(Beginning of DATA LISTING)

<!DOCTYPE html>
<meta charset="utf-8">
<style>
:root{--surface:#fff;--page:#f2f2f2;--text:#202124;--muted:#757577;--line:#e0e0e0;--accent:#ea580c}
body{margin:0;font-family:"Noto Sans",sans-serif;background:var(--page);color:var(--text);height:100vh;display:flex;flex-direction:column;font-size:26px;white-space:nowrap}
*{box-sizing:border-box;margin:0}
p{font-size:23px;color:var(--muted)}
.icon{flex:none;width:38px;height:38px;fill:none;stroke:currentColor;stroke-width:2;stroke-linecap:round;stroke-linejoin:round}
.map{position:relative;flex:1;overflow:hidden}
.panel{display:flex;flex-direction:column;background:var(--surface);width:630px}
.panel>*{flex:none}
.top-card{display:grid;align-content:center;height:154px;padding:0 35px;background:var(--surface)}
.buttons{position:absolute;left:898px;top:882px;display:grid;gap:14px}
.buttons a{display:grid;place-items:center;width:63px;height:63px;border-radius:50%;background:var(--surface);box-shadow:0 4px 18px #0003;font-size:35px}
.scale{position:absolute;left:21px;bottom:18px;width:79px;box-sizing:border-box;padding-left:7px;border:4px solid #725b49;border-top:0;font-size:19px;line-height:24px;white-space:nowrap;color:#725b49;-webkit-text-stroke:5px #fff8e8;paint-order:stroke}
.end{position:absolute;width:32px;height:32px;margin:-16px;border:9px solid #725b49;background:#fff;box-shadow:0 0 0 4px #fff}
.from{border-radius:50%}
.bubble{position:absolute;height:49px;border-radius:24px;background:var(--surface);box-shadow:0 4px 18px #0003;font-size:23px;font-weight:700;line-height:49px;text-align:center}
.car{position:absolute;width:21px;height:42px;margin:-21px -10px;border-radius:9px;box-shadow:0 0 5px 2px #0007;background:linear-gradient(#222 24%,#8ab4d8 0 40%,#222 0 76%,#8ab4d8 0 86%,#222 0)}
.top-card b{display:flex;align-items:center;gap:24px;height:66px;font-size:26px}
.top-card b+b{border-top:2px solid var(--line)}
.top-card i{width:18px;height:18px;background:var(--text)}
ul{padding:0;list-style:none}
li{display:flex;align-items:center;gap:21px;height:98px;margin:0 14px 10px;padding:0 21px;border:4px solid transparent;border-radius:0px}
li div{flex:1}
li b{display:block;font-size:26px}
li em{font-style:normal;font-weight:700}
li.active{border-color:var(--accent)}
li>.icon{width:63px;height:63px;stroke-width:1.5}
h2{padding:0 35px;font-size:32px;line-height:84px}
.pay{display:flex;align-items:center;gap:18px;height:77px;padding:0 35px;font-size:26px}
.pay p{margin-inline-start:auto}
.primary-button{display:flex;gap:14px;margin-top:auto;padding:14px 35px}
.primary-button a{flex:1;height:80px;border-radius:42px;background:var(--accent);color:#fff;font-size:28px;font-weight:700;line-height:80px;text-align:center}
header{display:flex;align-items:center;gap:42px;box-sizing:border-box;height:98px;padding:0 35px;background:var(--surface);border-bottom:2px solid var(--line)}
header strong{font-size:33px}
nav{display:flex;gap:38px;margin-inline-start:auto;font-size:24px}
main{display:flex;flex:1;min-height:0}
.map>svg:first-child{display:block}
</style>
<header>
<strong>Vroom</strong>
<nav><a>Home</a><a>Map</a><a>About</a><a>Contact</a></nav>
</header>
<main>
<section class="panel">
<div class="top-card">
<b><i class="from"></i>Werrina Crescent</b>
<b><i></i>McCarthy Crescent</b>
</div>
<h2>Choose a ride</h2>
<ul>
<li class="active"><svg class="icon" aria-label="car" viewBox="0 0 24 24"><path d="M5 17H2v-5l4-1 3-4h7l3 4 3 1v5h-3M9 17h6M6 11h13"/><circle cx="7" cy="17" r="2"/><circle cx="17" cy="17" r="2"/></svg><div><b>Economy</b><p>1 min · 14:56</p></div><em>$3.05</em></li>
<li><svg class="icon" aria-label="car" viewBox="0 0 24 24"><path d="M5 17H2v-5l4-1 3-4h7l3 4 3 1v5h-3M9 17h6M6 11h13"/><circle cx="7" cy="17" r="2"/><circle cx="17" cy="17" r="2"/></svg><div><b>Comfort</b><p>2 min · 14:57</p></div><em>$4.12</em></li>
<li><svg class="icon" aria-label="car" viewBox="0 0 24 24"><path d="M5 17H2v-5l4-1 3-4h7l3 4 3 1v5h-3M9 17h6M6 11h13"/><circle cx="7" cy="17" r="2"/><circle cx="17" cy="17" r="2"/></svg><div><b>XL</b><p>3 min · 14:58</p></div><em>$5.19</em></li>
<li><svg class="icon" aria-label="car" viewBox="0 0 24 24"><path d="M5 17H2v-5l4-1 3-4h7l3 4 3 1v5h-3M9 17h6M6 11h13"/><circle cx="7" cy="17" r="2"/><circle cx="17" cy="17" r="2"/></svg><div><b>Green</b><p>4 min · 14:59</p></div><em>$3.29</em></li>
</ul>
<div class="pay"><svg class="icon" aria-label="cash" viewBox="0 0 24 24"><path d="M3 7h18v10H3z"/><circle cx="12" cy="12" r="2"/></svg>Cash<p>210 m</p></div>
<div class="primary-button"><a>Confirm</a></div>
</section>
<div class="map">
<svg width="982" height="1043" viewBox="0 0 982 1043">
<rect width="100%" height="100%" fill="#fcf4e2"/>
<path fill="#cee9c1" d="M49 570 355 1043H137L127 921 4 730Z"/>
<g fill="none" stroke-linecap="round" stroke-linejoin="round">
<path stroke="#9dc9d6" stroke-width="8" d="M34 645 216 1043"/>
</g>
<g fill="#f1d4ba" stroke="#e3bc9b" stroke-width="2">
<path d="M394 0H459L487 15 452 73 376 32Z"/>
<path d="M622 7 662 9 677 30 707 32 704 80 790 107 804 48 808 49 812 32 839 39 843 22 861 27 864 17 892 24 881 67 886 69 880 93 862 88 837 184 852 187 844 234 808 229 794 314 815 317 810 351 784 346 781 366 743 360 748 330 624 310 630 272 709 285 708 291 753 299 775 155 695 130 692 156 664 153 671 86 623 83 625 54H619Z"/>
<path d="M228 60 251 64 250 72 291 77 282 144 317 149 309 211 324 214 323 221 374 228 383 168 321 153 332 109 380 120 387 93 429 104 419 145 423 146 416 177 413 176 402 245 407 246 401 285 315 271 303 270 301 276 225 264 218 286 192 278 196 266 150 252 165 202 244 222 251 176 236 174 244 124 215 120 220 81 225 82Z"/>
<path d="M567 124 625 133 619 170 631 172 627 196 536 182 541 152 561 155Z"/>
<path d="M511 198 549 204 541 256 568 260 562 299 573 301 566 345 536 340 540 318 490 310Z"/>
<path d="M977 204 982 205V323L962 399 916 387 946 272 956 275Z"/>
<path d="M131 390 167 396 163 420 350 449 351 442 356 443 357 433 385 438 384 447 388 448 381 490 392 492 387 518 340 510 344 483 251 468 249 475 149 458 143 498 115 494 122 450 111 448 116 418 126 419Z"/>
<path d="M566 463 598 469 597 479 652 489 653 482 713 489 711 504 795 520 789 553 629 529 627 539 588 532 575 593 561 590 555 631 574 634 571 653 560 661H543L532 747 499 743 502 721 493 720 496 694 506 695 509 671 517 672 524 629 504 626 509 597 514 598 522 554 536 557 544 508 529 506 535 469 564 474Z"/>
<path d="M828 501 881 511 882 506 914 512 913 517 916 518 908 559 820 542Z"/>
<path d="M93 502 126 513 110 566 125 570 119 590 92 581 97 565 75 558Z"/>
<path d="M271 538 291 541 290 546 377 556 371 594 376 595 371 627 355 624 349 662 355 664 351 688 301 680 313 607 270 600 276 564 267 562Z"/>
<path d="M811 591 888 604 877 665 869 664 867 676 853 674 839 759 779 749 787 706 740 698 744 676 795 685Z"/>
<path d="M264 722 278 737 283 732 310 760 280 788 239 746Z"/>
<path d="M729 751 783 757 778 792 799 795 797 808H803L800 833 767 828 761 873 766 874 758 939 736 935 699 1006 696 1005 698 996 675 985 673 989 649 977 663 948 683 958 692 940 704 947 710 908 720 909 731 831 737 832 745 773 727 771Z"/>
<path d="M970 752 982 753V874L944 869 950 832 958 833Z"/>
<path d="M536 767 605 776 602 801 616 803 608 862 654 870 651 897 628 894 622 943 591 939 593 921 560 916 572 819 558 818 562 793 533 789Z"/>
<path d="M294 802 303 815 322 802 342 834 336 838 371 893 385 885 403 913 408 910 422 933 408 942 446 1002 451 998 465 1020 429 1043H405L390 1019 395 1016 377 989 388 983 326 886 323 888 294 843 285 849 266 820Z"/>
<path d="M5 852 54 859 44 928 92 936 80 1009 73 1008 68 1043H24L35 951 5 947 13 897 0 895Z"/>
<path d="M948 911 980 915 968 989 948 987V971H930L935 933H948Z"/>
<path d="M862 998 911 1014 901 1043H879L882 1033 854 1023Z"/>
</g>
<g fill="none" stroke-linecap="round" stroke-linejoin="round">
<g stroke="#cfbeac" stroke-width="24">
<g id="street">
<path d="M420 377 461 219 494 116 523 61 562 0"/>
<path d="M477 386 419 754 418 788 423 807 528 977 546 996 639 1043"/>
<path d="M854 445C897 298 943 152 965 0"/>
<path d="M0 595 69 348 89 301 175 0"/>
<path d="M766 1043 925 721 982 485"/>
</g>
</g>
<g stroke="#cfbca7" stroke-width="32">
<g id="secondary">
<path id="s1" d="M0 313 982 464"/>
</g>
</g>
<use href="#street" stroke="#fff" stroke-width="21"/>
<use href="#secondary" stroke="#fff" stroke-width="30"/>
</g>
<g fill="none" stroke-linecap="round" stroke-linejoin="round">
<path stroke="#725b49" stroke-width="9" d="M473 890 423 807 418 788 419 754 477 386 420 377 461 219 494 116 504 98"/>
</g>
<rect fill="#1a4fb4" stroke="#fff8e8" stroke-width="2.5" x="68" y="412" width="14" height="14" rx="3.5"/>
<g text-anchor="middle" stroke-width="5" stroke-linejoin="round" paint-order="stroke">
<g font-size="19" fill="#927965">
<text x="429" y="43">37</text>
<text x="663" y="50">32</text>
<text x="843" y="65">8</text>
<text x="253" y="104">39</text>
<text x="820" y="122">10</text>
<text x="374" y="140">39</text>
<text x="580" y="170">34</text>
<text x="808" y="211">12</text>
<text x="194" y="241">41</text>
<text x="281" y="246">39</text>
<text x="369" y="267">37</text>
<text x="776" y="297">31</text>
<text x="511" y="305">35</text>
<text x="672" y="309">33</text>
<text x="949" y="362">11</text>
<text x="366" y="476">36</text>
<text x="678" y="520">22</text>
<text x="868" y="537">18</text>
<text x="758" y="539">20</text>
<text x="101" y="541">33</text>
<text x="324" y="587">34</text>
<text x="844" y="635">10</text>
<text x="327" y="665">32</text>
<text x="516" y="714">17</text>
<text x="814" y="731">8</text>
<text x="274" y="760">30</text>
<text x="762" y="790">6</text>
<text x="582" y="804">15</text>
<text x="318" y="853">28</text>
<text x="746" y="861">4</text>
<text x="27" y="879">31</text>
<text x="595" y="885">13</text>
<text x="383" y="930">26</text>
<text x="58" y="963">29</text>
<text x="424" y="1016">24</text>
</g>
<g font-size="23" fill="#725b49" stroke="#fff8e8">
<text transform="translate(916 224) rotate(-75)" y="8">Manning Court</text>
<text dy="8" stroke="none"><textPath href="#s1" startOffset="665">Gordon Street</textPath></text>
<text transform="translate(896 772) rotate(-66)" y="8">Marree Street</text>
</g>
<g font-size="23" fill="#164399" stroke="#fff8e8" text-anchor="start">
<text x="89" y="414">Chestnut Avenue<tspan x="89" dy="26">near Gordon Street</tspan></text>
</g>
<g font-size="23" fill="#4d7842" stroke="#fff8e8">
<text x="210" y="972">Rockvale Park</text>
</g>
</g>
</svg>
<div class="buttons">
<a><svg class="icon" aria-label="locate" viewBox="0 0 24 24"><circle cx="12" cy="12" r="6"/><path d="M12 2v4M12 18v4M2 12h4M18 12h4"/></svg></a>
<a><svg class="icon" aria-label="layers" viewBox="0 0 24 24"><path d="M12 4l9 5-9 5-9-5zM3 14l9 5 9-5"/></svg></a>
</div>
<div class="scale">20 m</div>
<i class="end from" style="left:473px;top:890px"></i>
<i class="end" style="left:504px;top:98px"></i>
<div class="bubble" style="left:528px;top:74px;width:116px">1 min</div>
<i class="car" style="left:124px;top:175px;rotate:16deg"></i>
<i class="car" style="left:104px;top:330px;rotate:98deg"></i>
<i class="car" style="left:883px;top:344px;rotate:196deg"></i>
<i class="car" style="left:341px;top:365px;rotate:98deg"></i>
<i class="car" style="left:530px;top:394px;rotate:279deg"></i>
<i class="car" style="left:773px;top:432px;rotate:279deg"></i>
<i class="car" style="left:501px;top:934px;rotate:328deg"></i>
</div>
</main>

(End of DATA LISTING)

*YOUR TASK*:
Which lines above contain the word "margin"? Copy each of them.

*OUTPUT OF THE EXERCISE*:
body{margin:0;font-family:"Noto Sans",sans-serif;background:var(--page);color:var(--text);height:100vh;display:flex;flex-direction:column;font-size:26px;white-space:nowrap}
*{box-sizing:border-box;margin:0}
.end{position:absolute;width:32px;height:32px;margin:-16px;border:9px solid #725b49;background:#fff;box-shadow:0 0 0 4px #fff}
.car{position:absolute;width:21px;height:42px;margin:-21px -10px;border-radius:9px;box-shadow:0 0 5px 2px #0007;background:linear-gradient(#222 24%,#8ab4d8 0 40%,#222 0 76%,#8ab4d8 0 86%,#222 0)}
li{display:flex;align-items:center;gap:21px;height:98px;margin:0 14px 10px;padding:0 21px;border:4px solid transparent;border-radius:0px}
.pay p{margin-inline-start:auto}
.primary-button{display:flex;gap:14px;margin-top:auto;padding:14px 35px}
nav{display:flex;gap:38px;margin-inline-start:auto;font-size:24px}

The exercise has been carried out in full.